[Stored data]
****************************************
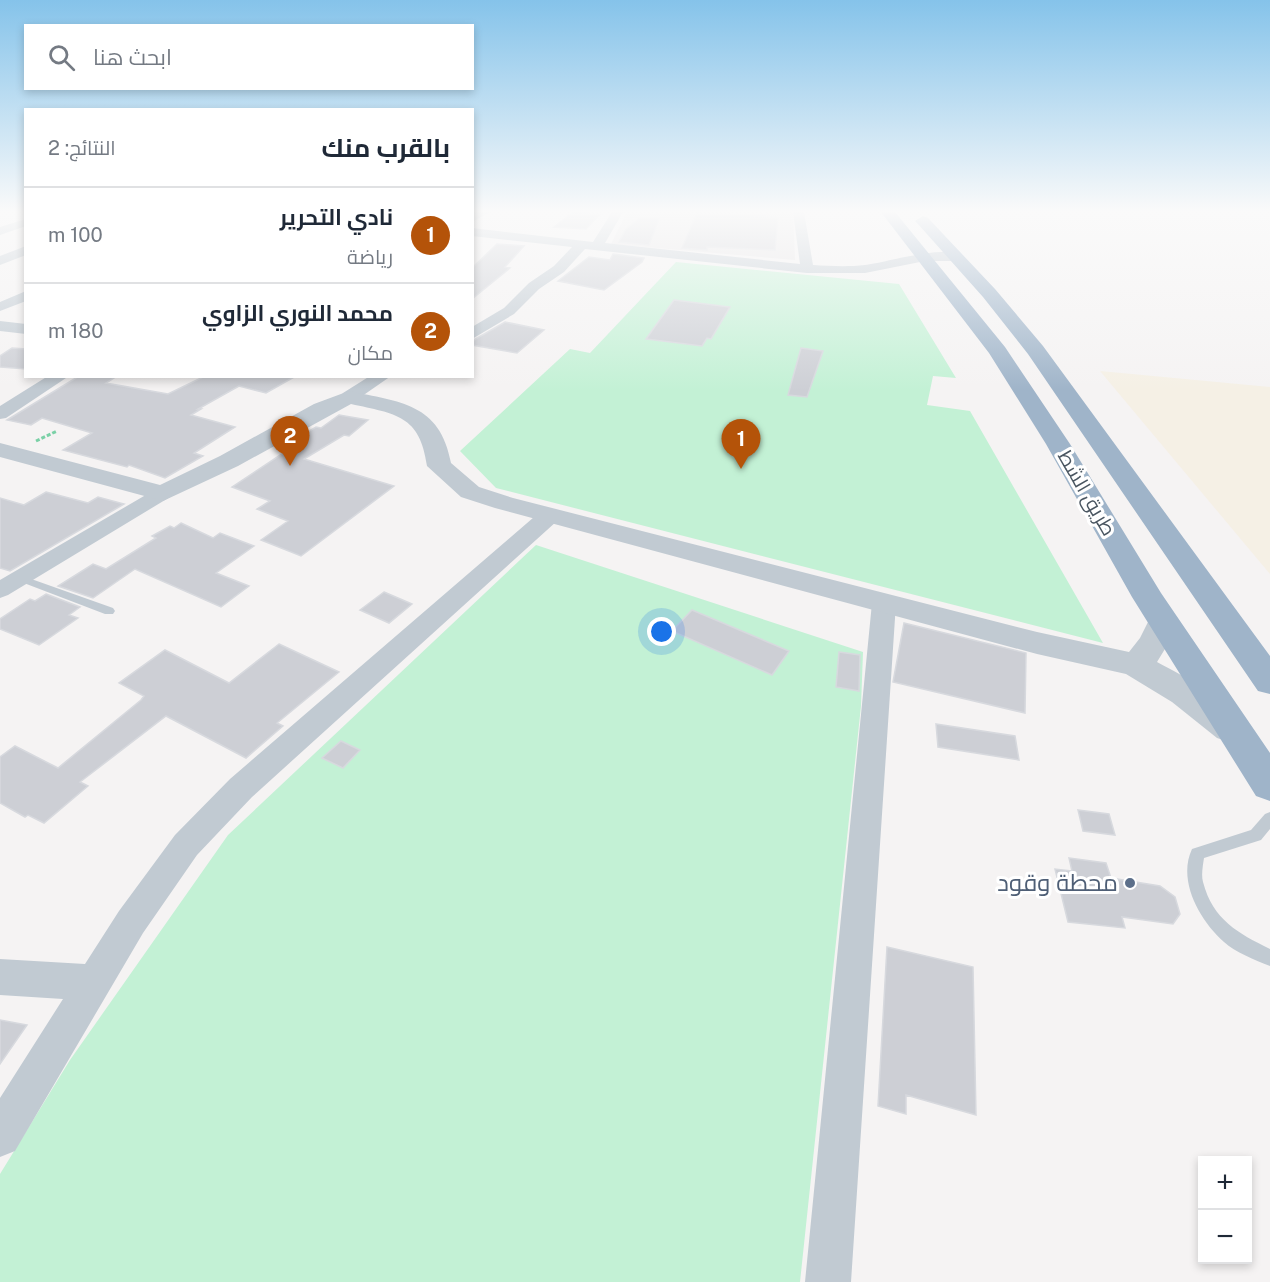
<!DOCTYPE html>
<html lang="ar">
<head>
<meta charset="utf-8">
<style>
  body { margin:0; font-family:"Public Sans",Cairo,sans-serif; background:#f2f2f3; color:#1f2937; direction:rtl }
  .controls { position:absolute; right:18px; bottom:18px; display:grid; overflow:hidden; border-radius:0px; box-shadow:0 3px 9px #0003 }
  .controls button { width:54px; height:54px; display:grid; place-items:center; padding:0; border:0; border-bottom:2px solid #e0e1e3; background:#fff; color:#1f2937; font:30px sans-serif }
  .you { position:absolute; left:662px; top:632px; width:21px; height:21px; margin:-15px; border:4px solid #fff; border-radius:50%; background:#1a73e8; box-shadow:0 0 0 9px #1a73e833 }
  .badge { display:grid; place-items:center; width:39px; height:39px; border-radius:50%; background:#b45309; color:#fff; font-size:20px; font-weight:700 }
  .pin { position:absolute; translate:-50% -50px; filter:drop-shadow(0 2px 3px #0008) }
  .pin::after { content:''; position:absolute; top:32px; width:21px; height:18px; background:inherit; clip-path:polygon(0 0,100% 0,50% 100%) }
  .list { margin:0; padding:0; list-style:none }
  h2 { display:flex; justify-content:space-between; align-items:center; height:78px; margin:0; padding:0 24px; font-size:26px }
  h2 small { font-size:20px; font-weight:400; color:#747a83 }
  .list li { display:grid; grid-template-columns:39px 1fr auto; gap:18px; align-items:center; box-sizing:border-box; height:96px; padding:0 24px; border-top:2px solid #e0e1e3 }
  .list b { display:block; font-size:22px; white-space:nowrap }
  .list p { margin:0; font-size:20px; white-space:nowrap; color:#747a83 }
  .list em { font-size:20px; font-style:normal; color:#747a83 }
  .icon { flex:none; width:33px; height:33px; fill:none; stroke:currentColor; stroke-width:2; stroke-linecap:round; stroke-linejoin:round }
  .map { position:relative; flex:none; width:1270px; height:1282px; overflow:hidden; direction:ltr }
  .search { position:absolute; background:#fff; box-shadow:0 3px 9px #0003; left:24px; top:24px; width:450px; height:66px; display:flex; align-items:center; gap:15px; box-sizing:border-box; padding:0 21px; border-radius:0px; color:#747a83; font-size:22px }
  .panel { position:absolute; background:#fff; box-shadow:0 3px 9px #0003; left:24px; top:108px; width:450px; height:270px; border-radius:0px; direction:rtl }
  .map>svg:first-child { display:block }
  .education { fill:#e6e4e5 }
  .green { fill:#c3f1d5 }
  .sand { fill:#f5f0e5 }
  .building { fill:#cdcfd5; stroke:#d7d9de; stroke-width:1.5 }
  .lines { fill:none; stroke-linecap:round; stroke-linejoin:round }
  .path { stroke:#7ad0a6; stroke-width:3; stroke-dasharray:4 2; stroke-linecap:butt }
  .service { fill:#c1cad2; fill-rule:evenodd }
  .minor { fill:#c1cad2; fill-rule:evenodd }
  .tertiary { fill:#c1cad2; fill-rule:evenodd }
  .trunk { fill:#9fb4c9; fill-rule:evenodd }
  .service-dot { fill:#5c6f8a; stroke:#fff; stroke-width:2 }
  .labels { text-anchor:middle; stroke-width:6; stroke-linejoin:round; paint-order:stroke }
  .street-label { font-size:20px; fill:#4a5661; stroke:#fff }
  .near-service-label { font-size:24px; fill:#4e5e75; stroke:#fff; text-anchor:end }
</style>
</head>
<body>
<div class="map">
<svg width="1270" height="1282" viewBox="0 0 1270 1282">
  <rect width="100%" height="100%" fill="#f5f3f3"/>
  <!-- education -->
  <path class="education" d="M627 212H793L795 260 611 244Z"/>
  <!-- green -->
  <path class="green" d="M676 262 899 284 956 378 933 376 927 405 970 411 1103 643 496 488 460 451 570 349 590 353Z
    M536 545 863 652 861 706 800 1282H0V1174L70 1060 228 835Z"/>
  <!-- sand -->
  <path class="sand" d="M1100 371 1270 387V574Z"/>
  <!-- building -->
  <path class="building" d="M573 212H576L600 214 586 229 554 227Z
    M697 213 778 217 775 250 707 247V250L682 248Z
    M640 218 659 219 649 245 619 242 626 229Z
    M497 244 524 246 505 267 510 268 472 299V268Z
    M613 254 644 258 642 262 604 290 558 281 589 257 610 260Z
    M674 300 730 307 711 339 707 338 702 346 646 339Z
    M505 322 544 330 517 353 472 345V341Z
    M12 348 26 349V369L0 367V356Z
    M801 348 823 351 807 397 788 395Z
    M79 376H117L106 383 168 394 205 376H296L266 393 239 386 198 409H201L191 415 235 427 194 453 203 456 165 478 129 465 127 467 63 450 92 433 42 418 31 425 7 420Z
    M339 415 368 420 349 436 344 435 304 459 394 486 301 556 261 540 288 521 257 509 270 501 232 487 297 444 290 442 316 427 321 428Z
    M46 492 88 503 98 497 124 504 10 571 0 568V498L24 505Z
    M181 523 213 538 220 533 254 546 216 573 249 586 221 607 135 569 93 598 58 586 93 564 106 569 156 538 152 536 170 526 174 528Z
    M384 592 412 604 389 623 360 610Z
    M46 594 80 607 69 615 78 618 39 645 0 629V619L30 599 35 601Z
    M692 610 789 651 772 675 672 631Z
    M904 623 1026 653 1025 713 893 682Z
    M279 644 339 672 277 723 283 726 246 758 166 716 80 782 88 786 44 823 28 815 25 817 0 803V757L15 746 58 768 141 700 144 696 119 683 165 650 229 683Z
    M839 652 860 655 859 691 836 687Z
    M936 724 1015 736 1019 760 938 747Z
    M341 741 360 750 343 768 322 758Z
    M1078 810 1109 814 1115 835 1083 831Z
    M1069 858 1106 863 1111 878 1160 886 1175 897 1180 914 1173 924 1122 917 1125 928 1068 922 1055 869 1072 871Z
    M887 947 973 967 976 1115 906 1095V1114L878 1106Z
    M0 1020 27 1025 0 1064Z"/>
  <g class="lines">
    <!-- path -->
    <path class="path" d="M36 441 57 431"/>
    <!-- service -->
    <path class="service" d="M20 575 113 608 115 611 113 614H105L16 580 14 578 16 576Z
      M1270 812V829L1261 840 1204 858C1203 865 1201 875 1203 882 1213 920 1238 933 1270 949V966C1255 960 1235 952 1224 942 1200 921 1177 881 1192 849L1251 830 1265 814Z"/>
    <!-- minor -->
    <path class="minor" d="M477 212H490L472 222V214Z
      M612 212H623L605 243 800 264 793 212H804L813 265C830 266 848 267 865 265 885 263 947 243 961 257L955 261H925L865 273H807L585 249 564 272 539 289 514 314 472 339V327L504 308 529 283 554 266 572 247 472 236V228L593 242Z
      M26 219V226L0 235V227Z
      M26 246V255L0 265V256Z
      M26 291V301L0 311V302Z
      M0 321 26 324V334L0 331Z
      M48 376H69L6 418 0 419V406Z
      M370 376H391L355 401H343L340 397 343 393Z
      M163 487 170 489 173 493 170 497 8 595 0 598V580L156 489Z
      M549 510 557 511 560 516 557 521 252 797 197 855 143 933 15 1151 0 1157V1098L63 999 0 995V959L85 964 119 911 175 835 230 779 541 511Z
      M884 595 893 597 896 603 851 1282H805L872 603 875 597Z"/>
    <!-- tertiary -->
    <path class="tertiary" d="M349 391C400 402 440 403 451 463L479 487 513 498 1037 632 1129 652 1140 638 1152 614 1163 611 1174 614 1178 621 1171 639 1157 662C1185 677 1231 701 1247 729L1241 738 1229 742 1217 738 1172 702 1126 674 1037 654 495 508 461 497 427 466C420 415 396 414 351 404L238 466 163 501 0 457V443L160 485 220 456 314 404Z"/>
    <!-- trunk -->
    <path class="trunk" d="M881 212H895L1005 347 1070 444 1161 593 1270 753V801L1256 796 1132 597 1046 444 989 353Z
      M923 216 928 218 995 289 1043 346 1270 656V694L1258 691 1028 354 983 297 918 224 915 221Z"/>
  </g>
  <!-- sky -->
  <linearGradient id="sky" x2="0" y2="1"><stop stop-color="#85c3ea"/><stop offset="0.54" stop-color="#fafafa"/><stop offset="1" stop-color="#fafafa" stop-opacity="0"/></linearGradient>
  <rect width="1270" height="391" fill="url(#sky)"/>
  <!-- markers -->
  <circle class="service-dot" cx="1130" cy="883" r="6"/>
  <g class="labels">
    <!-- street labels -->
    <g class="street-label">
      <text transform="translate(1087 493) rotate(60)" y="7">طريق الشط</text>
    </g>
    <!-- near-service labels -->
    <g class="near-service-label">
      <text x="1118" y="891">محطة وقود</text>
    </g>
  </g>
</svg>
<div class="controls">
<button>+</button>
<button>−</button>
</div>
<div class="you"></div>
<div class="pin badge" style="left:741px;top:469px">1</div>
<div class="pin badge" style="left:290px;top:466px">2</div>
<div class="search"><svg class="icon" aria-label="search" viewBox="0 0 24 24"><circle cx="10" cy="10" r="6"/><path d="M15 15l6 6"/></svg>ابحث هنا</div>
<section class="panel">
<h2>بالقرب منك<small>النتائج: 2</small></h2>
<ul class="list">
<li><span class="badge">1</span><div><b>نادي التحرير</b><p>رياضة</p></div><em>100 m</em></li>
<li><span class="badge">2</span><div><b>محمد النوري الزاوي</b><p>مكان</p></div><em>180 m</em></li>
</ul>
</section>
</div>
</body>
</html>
****************************************
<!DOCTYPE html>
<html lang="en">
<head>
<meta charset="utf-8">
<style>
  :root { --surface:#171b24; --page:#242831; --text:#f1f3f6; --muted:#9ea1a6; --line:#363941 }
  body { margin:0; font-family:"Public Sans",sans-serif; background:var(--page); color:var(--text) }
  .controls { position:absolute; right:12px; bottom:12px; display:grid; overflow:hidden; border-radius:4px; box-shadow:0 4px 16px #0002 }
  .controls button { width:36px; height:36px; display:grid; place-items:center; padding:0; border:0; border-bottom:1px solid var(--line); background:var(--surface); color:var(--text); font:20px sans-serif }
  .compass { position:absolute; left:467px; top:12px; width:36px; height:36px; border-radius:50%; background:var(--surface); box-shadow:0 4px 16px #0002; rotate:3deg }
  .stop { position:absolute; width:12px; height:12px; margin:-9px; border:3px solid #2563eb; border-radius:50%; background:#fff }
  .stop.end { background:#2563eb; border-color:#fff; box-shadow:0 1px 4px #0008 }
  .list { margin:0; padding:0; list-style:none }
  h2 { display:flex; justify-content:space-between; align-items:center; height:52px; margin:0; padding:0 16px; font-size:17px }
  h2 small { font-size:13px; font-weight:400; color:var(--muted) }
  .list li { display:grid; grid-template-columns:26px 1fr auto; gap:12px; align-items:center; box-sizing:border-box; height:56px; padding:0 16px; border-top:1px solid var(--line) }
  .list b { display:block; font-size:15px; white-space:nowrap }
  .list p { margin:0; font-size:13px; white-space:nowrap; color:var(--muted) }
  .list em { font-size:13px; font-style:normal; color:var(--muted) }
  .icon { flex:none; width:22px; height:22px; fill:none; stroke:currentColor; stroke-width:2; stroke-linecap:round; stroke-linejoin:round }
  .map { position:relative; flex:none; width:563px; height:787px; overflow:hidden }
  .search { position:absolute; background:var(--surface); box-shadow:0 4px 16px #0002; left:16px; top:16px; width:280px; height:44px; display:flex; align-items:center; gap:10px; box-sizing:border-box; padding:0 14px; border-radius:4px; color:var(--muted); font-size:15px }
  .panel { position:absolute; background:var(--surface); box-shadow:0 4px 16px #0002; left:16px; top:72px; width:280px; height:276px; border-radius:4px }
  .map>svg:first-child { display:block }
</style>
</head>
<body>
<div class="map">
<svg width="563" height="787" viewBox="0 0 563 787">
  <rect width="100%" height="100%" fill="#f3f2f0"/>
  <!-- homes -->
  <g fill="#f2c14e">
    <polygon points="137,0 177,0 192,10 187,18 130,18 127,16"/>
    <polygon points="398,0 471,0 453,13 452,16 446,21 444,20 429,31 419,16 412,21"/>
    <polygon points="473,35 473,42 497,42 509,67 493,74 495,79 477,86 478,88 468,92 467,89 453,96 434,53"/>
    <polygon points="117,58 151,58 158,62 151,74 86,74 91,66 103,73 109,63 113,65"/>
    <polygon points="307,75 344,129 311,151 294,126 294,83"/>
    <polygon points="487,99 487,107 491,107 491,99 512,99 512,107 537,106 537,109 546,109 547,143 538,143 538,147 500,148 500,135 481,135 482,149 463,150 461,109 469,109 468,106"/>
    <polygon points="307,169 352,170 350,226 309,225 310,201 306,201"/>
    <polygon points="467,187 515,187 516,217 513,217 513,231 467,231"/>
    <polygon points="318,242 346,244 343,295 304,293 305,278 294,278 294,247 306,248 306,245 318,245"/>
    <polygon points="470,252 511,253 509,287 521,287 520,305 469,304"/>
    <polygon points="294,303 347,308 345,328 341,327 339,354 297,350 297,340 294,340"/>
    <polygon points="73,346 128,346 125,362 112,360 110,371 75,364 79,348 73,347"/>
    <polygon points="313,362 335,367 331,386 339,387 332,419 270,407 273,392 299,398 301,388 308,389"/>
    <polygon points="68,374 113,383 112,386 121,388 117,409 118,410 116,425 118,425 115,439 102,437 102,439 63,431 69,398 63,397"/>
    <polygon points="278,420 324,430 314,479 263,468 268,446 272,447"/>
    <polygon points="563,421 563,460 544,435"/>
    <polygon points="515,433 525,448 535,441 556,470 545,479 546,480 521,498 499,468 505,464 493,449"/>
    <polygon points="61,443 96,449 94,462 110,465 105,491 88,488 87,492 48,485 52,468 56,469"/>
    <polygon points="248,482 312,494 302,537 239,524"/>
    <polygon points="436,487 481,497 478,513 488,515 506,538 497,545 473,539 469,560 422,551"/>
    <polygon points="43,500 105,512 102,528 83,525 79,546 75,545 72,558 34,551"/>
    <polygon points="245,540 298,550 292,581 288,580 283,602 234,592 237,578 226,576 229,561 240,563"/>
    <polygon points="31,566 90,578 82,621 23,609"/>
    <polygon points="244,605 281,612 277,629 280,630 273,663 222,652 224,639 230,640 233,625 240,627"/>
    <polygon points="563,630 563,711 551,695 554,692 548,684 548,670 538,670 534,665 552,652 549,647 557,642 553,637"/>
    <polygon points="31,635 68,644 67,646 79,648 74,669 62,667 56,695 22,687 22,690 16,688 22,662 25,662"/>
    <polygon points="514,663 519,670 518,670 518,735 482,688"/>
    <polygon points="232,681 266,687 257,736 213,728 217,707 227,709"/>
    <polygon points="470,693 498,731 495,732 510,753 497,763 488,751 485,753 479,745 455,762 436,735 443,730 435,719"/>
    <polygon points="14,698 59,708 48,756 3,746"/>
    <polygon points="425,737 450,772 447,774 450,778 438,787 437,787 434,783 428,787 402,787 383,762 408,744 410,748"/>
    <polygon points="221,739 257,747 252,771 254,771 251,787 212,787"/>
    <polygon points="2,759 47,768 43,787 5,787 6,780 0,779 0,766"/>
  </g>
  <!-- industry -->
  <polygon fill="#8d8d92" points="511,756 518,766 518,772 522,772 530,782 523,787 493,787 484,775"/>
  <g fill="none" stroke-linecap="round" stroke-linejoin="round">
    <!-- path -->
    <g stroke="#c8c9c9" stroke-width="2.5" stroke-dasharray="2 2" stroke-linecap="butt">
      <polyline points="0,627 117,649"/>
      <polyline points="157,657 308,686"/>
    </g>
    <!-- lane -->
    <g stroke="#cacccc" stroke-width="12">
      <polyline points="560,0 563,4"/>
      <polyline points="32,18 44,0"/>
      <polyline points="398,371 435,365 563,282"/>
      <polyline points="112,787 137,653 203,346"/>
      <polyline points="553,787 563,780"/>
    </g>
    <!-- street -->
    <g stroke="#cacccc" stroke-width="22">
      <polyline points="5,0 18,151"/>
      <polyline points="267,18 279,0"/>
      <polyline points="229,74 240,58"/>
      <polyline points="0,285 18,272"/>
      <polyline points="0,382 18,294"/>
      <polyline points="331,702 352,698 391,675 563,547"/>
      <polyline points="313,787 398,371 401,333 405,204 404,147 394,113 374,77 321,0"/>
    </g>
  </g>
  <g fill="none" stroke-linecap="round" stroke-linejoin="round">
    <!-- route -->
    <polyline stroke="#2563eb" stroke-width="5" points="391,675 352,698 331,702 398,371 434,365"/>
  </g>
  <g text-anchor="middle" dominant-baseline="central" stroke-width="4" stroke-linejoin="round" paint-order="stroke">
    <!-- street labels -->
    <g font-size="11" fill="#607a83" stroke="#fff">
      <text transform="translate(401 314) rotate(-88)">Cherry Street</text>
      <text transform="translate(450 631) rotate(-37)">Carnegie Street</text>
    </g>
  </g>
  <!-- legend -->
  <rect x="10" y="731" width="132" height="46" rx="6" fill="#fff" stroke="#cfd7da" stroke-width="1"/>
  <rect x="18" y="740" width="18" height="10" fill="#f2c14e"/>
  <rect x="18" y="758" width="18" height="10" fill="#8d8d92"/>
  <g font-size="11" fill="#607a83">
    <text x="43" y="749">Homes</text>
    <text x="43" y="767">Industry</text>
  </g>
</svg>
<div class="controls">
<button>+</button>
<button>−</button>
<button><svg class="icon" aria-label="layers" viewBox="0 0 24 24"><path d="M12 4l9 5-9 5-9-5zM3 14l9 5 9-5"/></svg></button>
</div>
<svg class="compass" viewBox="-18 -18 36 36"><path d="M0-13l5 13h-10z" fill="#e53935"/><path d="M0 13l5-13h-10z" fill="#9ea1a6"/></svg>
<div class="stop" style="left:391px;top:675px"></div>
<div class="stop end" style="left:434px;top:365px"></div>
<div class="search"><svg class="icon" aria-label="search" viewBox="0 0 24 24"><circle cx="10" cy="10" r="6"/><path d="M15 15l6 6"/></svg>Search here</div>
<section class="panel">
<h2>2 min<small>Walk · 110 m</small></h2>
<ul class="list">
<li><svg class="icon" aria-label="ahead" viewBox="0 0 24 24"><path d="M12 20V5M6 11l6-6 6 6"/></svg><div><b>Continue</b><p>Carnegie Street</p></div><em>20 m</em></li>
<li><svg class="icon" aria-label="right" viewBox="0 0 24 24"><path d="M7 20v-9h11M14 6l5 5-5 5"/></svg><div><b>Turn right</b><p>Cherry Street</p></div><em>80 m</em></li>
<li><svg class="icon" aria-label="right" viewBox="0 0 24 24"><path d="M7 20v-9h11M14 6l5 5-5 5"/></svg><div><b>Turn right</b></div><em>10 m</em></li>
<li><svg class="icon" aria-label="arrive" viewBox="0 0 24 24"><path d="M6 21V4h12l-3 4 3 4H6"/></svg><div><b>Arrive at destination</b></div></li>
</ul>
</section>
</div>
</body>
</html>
****************************************
Requirement –
The answer must consist of every line from the data that holds the string "compass".

Solution to the problem –
  .compass { position:absolute; left:467px; top:12px; width:36px; height:36px; border-radius:50%; background:var(--surface); box-shadow:0 4px 16px #0002; rotate:3deg }
<svg class="compass" viewBox="-18 -18 36 36"><path d="M0-13l5 13h-10z" fill="#e53935"/><path d="M0 13l5-13h-10z" fill="#9ea1a6"/></svg>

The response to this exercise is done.